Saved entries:
------------------------------------------------------------------------

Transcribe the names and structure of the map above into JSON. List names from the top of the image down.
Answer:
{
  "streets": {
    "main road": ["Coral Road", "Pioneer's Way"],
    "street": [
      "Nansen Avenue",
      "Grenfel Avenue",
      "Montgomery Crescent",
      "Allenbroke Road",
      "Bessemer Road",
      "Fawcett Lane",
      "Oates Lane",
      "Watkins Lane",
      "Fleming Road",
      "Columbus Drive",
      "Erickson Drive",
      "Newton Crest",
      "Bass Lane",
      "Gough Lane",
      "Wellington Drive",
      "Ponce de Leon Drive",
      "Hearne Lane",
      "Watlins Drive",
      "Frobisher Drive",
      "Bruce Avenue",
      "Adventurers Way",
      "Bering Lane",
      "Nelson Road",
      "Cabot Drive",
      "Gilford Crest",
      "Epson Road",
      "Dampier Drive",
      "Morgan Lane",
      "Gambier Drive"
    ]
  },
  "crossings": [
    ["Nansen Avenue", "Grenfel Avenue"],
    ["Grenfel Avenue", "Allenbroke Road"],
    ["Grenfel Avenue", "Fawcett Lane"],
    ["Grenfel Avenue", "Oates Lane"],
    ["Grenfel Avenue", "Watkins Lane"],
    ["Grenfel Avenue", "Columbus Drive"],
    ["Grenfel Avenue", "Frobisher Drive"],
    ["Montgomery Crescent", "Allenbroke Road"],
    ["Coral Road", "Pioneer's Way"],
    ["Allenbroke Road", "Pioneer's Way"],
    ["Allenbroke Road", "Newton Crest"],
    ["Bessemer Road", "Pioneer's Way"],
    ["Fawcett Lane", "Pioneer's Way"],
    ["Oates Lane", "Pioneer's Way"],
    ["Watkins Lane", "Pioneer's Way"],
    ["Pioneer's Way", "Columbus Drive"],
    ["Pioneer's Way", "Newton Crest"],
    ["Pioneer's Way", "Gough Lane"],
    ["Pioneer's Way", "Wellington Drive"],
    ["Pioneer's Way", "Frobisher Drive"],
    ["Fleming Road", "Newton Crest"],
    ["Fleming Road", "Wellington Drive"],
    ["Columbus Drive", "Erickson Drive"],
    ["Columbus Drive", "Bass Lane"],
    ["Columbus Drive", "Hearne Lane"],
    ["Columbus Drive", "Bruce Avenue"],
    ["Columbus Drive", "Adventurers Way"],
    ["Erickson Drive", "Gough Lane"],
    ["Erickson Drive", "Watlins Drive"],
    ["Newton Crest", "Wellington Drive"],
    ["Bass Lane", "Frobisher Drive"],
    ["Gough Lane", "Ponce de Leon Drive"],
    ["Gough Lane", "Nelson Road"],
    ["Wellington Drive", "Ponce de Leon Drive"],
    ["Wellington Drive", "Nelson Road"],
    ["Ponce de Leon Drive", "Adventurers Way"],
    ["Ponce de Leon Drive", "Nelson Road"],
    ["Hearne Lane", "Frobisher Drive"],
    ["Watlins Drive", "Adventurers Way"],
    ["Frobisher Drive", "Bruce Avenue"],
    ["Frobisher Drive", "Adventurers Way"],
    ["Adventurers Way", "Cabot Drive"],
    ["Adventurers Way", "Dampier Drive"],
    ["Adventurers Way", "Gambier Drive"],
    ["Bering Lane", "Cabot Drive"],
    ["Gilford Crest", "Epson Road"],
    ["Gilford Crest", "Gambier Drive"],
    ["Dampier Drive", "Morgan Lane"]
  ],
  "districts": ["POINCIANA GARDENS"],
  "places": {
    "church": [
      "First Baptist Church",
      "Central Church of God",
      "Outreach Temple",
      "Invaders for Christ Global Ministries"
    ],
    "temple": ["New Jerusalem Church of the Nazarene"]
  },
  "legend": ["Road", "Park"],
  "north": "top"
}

------------------------------------------------------------------------

Task requirements: Go through the entries and copy every line that has "Hearne".

Your solution:
      "Hearne Lane",
    ["Columbus Drive", "Hearne Lane"],
    ["Hearne Lane", "Frobisher Drive"],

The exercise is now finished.